About this task
The result should be an exact copy of the entries that follow, with no pictures included.

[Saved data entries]
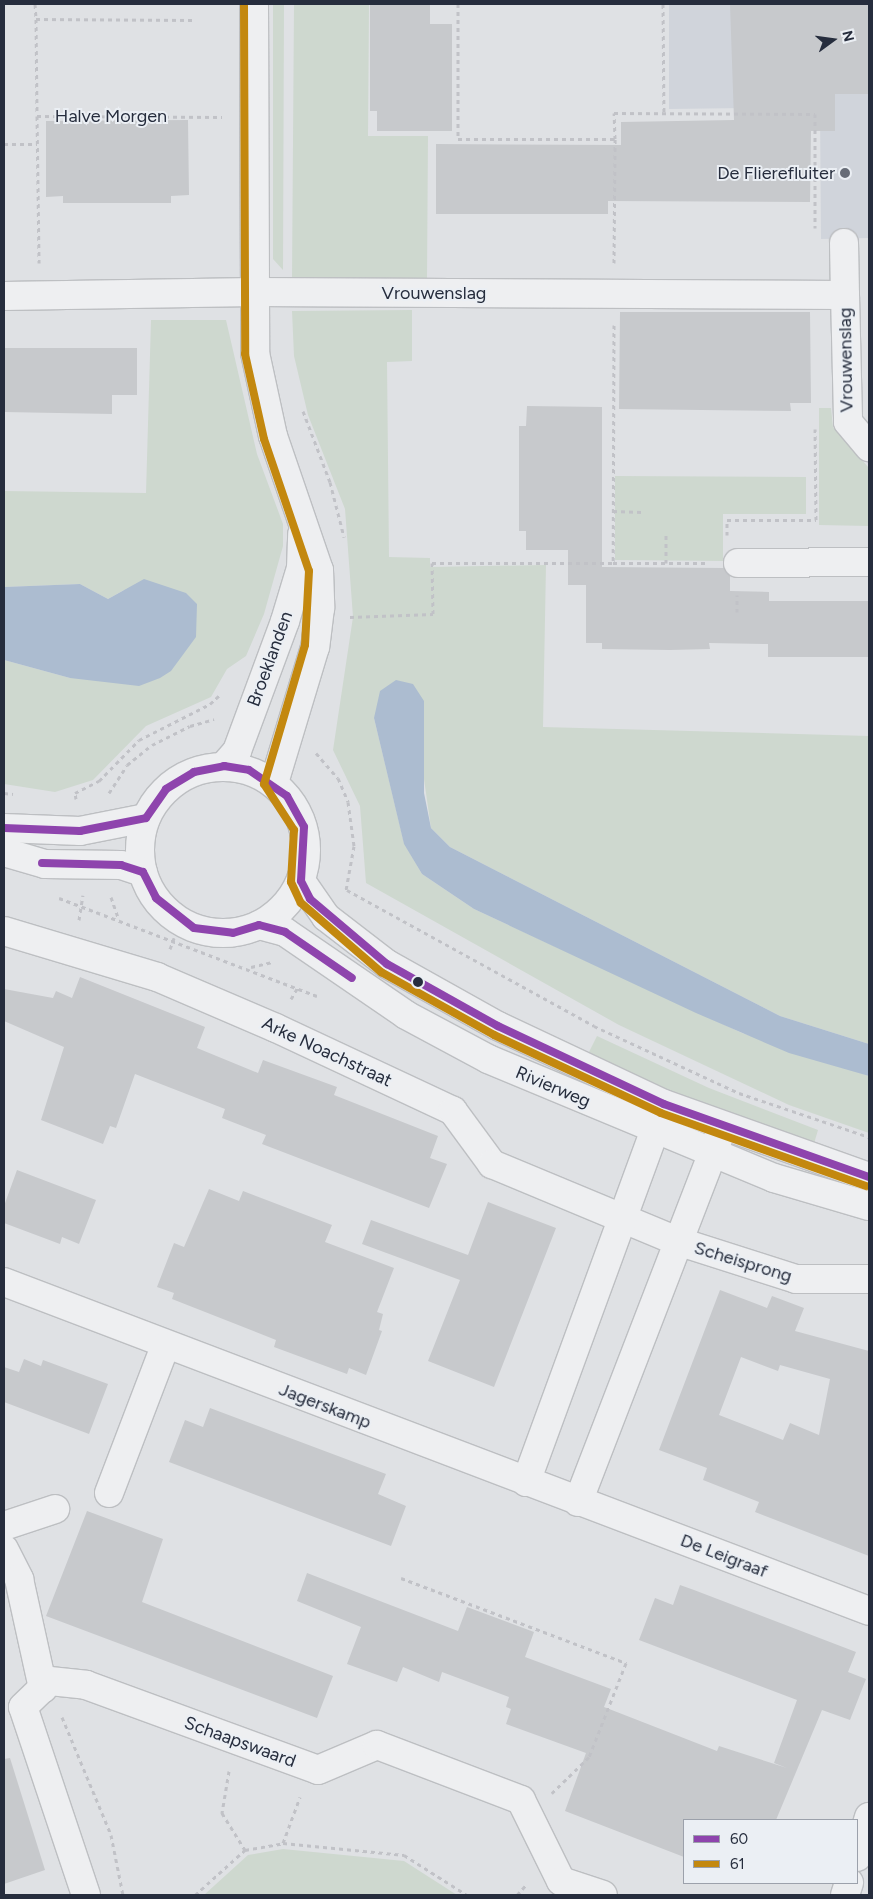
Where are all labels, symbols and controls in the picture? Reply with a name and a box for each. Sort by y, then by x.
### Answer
north arrow [808,15,858,65]
text: N [838,29,858,44]
street label: Halve Morgen [55,105,167,127]
place label: De Flierefluiter [717,162,835,184]
marker: De Flierefluiter [839,167,851,179]
street label: Vrouwenslag [382,282,486,304]
street label: Vrouwenslag [834,307,858,413]
street label: Broeklanden [243,608,297,710]
unlabelled marker [413,977,423,987]
street label: Arke Noachstraat [259,1012,395,1092]
street label: Rivierweg [512,1062,594,1112]
street label: Scheisprong [692,1237,794,1287]
street label: Jagerskamp [276,1379,374,1433]
street label: De Leigraaf [677,1529,771,1583]
street label: Schaapswaard [181,1712,299,1772]
legend [683,1819,858,1884]
text: 60 [730,1830,748,1848]
text: 61 [730,1855,745,1873]

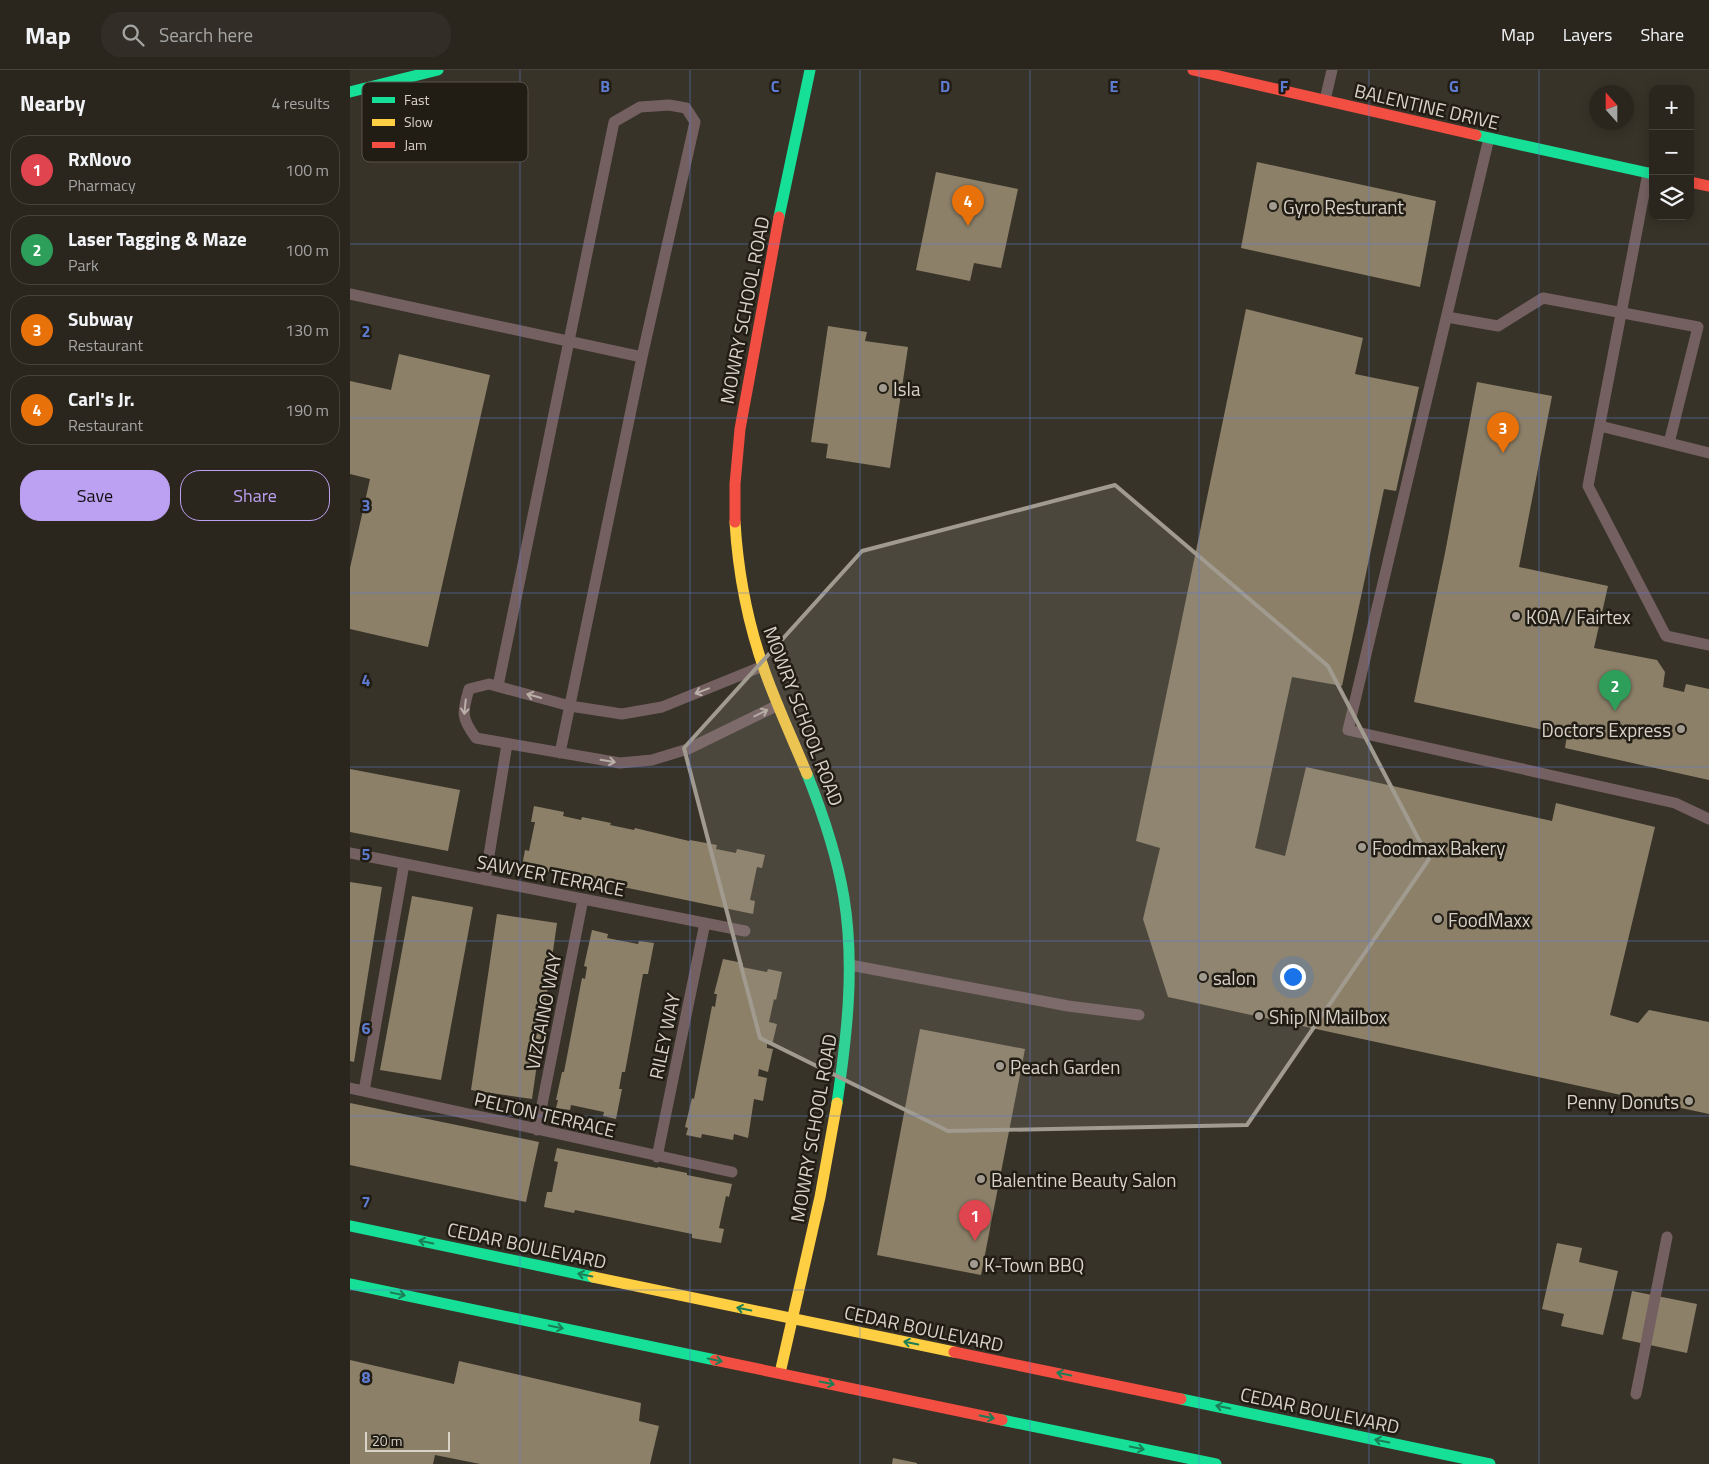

Reply to the exercise
Where are all labels, symbols and controls in the picture? Reply with a name and a box for each. Sort by y, then by x.
### Answer
north arrow [808,15,858,65]
text: N [838,29,858,44]
street label: Halve Morgen [55,105,167,127]
place label: De Flierefluiter [717,162,835,184]
marker: De Flierefluiter [839,167,851,179]
street label: Vrouwenslag [382,282,486,304]
street label: Vrouwenslag [834,307,858,413]
street label: Broeklanden [243,608,297,710]
unlabelled marker [413,977,423,987]
street label: Arke Noachstraat [259,1012,395,1092]
street label: Rivierweg [512,1062,594,1112]
street label: Scheisprong [692,1237,794,1287]
street label: Jagerskamp [276,1379,374,1433]
street label: De Leigraaf [677,1529,771,1583]
street label: Schaapswaard [181,1712,299,1772]
legend [683,1819,858,1884]
text: 60 [730,1830,748,1848]
text: 61 [730,1855,745,1873]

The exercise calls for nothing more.